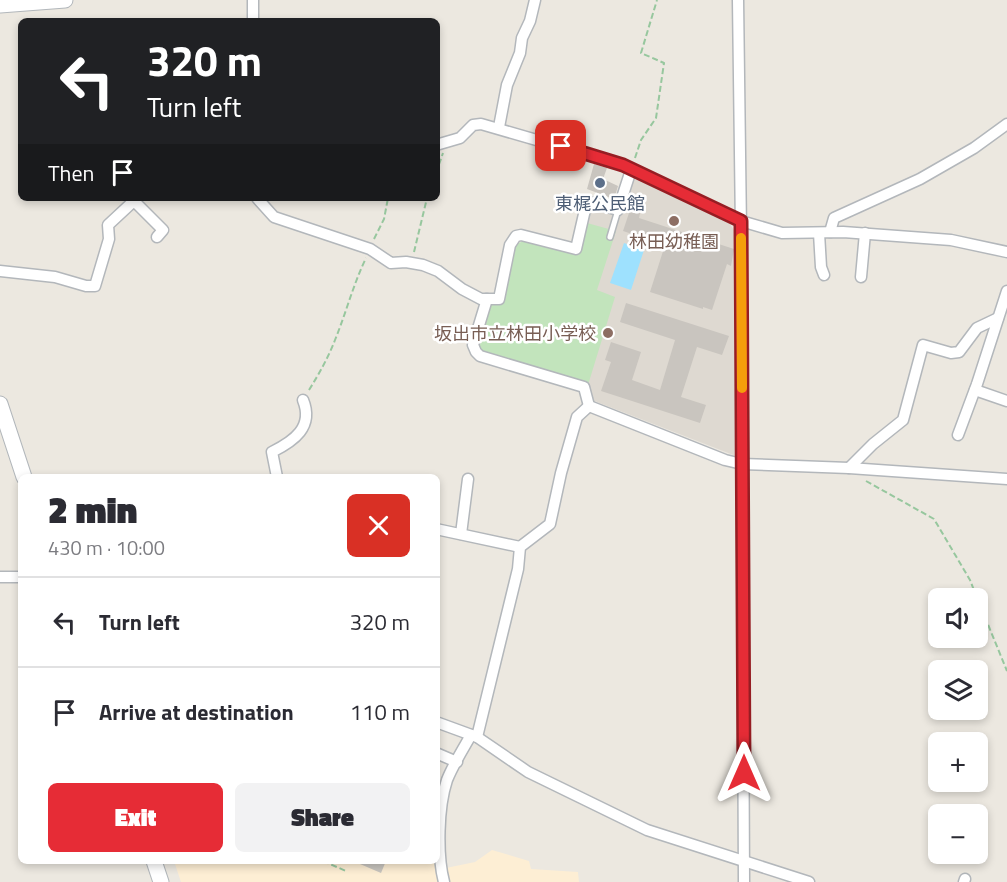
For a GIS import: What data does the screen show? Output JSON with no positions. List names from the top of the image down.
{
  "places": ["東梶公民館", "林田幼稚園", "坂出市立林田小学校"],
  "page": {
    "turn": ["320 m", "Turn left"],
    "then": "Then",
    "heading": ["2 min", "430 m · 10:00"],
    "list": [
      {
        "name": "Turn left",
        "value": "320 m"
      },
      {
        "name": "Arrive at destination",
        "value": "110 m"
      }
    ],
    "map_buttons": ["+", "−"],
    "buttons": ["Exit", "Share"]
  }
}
::::
Work to be completed:
From first line to last, return the records verbatim without their pictures.

Answer to the exercise:
For a GIS import: What data does the screen show? Output JSON with no positions. List names from the top of the image down.
{
  "places": ["東梶公民館", "林田幼稚園", "坂出市立林田小学校"],
  "page": {
    "turn": ["320 m", "Turn left"],
    "then": "Then",
    "heading": ["2 min", "430 m · 10:00"],
    "list": [
      {
        "name": "Turn left",
        "value": "320 m"
      },
      {
        "name": "Arrive at destination",
        "value": "110 m"
      }
    ],
    "map_buttons": ["+", "−"],
    "buttons": ["Exit", "Share"]
  }
}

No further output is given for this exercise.